Seeing the strength we have today in those 2 groups (relatively) and assuming they are close to washed out, I will be cutting them back this afternoon with a pretty serious haircut, especially as we break below S&P 1280, on our way to S&P 1270. I do expect the Plunge Protection team to be hitting the "buy" button hard and fast and defend that level at all costs.... so we could get a vicious bounce once we get there. Either way I will be curious what they have up their sleeve Monday in premarket with futures.

By end of the session I'll probably be selling half or more of my exposure to both these positions ...

Long Ultrashort Financial, Real Estate in fund and personal account

2 comments:

T-Rader said...

If you think those sectors are done going down but the market as a whole is not, why not buy SDS and QID? I know you are familiar with them.

TraderMark said...

I am not saying they are dont going down - they just had some relative strength Friday. Amazing to watch Fannie Mae losing 10% a day.

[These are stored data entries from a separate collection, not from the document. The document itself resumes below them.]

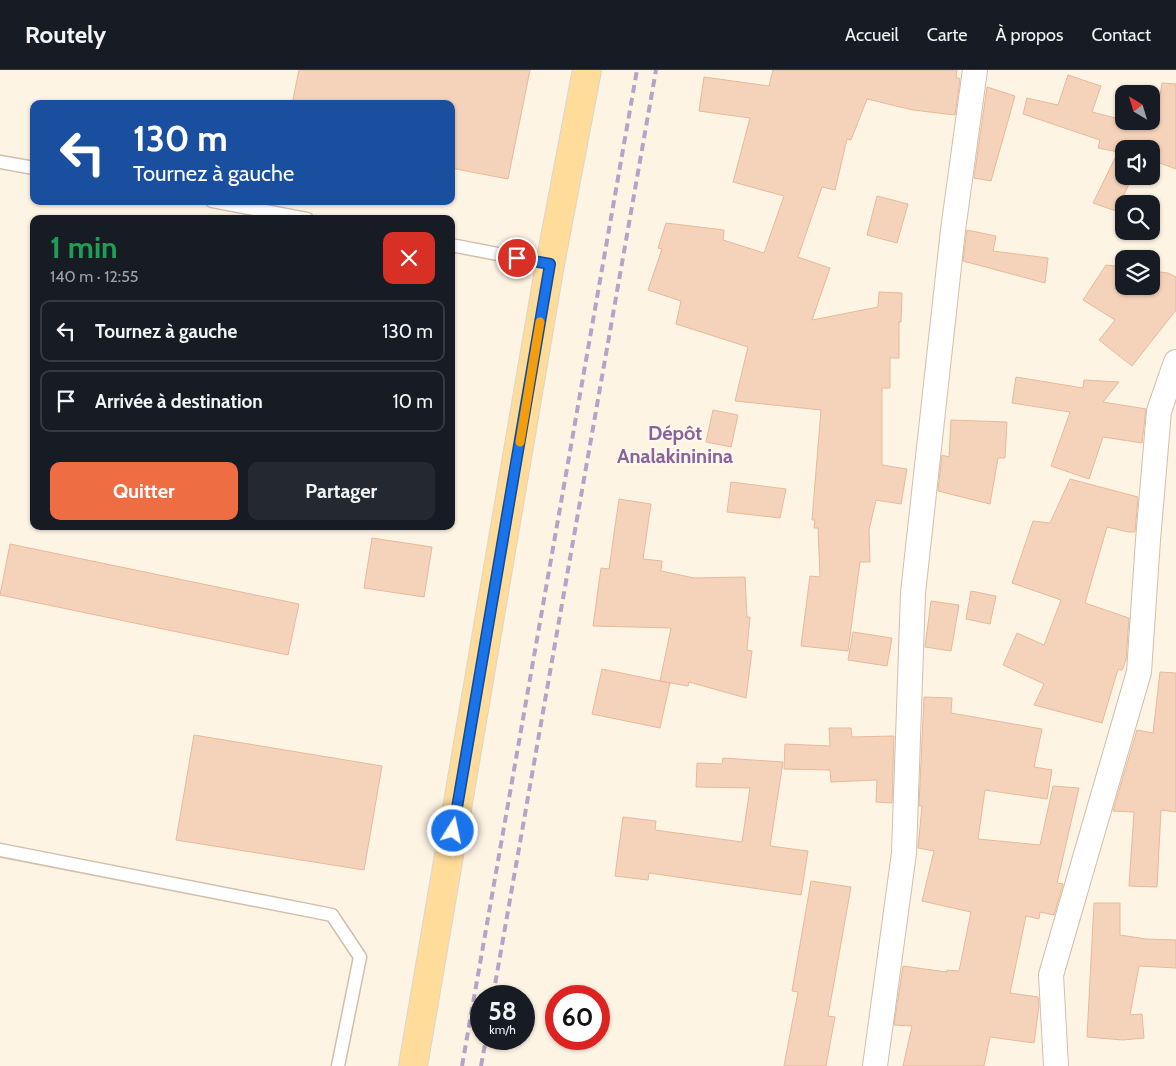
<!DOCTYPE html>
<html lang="fr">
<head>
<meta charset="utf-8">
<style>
  body { margin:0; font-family:Cabin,sans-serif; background:#242831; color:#f1f3f6; height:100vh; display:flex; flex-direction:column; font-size:19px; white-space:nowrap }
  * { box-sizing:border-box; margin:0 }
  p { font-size:16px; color:#9ea1a6 }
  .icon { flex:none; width:28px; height:28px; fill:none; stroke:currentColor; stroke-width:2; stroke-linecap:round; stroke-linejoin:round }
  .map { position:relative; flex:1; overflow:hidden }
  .sheet { position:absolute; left:30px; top:145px; width:425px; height:315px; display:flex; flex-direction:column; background:#171b24; border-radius:10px; box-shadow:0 1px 4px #0004 }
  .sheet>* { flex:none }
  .guide { position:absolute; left:30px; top:30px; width:425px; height:105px; border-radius:10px; box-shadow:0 1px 4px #0004; background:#1a4fa0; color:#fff; overflow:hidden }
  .needle { width:32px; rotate:322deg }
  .fabs { position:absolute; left:1115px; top:15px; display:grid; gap:10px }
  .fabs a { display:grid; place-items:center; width:45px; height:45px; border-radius:10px; background:#171b24; box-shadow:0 1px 4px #0004; font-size:25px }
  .speed { position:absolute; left:470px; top:915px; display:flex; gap:10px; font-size:25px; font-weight:700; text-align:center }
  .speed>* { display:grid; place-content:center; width:65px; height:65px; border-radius:50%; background:#171b24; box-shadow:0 1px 4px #0004; line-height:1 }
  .speed small { font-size:12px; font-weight:400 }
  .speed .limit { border:8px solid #d22; background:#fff; color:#111 }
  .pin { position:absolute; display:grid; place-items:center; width:42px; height:42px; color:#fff; margin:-21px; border:2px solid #fff; border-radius:50%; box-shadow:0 1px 5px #0007 }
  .me { position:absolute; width:55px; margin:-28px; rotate:10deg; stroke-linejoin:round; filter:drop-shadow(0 0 4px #0008) }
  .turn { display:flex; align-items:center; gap:18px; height:105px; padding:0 20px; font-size:22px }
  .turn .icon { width:65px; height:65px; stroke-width:2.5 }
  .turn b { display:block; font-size:35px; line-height:42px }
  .round { display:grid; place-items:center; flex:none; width:52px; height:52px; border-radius:10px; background:#242831 }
  .summary { display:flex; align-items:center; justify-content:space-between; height:85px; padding:0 20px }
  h1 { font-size:30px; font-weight:800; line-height:38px; color:#1e9e55 }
  .button { display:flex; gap:10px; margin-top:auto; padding:10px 20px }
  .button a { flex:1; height:58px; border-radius:10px; background:#ef6d42; color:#fff; font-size:20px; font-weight:800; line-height:58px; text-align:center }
  .button a+a { background:#242831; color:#f1f3f6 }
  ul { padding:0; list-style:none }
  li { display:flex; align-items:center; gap:15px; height:62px; margin:0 10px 8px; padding:0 10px; border:2px solid #363941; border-radius:10px }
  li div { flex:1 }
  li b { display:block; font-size:19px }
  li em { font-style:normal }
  header { display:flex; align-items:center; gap:30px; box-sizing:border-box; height:70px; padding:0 25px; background:#171b24; border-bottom:1px solid #363941 }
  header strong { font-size:24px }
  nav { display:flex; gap:28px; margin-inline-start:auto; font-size:18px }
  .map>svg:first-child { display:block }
  .building { fill:#f5d3ba; stroke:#e8b999 }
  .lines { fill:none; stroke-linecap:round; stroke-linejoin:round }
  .service-casing { stroke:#d2beac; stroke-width:15 }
  .minor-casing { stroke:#d2beac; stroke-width:26 }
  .primary-casing { stroke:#dcd4cf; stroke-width:30 }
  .service { stroke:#fff; stroke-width:12 }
  .minor { stroke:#fff; stroke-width:24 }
  .primary { stroke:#ffdc9a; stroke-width:28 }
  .rail { stroke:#b7a2c8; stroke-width:4; stroke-dasharray:8 5; stroke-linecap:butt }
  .route-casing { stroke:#114b97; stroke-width:12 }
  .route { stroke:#1a73e8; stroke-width:9 }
  .slow { stroke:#f59e0b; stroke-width:9 }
  .labels { text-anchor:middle; stroke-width:4; stroke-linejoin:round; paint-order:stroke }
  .district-label { font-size:20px; font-weight:bold; fill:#8a639c; stroke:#fff8ec }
</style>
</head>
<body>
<header>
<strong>Routely</strong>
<nav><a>Accueil</a><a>Carte</a><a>À propos</a><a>Contact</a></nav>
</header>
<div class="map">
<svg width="1176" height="996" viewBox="0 0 1176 996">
  <rect width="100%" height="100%" fill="#fef4e4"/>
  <path class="building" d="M299,0H530L508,109L451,98V34H292Z
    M773,0H957L956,7L960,9L955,45L913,40L867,29L851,70L847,69L835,120L822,117L798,187L830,198L812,250L878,237L879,222L902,223L901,252H899V288H890V318H882V395L907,399L901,434L876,430L869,460L870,492H860L848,581L801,576L810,506L820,507L818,458H814L815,450H812L821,340L735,331L748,277L676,254L681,231L648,220L662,179L658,178L666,153L724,160L723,170L764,183L784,126L733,112L750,48L699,41L704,7L769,16Z
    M1068,5L1101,16L1092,42L1155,58L1162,13L1176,14V99L1151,90V79H1124V106H1133L1116,141L1093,133L1118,82L1098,78L1100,70L1023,44L1027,28L1058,35Z
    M987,17L1015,26L991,111L974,108Z
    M877,126L908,134L897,173L867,165Z
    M967,160L996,166L993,181L1048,188L1045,213L963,191Z
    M1106,195L1124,197V216H1151V201L1168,203L1176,207V240L1132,296L1099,270L1115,250L1083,230Z
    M1016,307L1083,318L1084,310L1119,312L1103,332L1146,339L1142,373L1103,367L1089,409L1051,396L1070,342L1012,333Z
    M713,340L738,345L731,377L706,372Z
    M951,350L1007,352L1005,388H998L990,434L938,421L942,385L949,387Z
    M1070,409L1138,427L1135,462H1128L1107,457L1085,533L1129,548L1126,590L1122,600L1118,599L1102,653L1034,635L1044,614L1003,595L1017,563L1044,575L1061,530L1012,513L1033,451L1050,453Z
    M731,412L786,419L780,448L727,442Z
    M619,429L651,434L643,489L662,491L661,501L694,508L745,507L747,547H750L747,580L752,581L746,628L689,612L688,616L660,611L671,558L593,556L601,498L609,499Z
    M372,468L432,477L424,527L364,518Z
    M10,474L299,534L288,585L0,525Z
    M971,521L996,526L990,554L966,549Z
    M931,531L959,535L951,581L925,577Z
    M853,562L892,568L887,596L848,590Z
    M602,599L670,613L660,658L592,644Z
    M1160,602L1176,603V742L1161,740L1157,817L1129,816L1134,742L1113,741L1137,660L1153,663Z
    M924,627L952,628L951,643L1042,659L1034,697L1052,700L1047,729L985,720L978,769L1040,775L1053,716L1079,718L1057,813L1063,814L1054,845L1040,842L1039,849L1026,846L1010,923L1038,927L1039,936L1034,973L990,967L984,996H903L912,956L894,955L903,896L947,902V900L959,901L971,842L922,831L934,781L918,778L922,736H919Z
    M829,658H851L852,667L894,666L892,733L876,732L877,710L831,712L830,700L784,699L785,674L830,676Z
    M194,665L382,696L364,800L176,770Z
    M723,688L783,692L770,776L808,781L801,825L649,803L648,810L615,806L623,747L656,751L655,760L742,772L750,718L696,717L697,693L722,694Z
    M811,811L851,817L828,946L835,947L826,996H784L798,922L792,921Z
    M1094,833H1120V865L1146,869L1176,870V898L1139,896L1130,945L1142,944L1144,968L1123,970L1087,967Z"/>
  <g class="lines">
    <g class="service-casing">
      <path id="service" d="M0,92L34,98
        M212,131L307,149
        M451,175L550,194
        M0,780L332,845L360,887L338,996"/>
    </g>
    <g class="minor-casing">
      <path id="minor" d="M875,996L904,783L913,523L953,160L975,0
        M1056,996L1051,905L1139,602L1148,470L1159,341L1176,292"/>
    </g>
    <g class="primary-casing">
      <path id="primary" d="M413,996L550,194L587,0"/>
    </g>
    <use href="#service" class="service"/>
    <use href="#minor" class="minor"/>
    <use href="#primary" class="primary"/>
    <path class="rail" d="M493,926L656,0
      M462,996L637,0
      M481,996L486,969"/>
  </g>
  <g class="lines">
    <g class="route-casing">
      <path id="route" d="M453,761L550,194L517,188"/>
    </g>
    <use href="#route" class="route"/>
    <path class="slow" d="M520,372L540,252"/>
  </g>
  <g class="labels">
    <g class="district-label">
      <text x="675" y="370">Dépôt<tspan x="675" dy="23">Analakininina</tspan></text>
    </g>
  </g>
</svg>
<div class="fabs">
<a><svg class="needle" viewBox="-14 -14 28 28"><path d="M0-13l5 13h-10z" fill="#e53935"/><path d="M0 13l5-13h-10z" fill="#9ea1a6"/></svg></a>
<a><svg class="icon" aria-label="sound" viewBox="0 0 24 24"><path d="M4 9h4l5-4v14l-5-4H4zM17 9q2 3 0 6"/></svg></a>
<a><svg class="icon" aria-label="search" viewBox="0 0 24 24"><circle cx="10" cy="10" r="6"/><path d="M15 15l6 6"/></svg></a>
<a><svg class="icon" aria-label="layers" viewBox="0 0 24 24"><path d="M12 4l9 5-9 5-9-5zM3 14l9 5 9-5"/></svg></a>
</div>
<div class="speed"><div>58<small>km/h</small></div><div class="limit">60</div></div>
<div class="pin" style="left:517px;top:188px;background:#d93025"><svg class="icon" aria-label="arrive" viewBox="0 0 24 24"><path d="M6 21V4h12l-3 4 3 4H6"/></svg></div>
<svg class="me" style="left:453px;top:761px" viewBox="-20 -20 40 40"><circle r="17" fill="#1a73e8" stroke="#fff" stroke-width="3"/><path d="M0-11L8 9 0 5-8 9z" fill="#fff"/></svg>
<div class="guide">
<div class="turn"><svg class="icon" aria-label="left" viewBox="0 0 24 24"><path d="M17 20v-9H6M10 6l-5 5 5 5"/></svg><div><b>130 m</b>Tournez à gauche</div></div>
</div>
<section class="sheet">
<div class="summary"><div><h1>1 min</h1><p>140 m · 12:55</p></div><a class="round" style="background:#d93025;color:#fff"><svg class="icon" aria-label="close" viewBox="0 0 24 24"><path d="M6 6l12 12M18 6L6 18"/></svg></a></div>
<ul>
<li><svg class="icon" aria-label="left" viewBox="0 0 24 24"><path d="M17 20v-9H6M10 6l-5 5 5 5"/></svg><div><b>Tournez à gauche</b></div><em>130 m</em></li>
<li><svg class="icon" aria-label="arrive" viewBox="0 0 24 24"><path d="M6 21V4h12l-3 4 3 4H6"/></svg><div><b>Arrivée à destination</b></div><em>10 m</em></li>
</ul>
<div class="button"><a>Quitter</a><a>Partager</a></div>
</section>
</div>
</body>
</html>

As for SDS and QID I've been in TWM the whole time since august since I believe smaller cap, which are more tied to the US economy will be hurt more... SDS is more large cap so on a relative basis I expect large caps to outperform

As for QID I have REW which is similar. But for now I think technology is also looking washed out. Close to it. Not saying it wont go down in panic selling because nothing is spared but past few days technology is actually doing ok.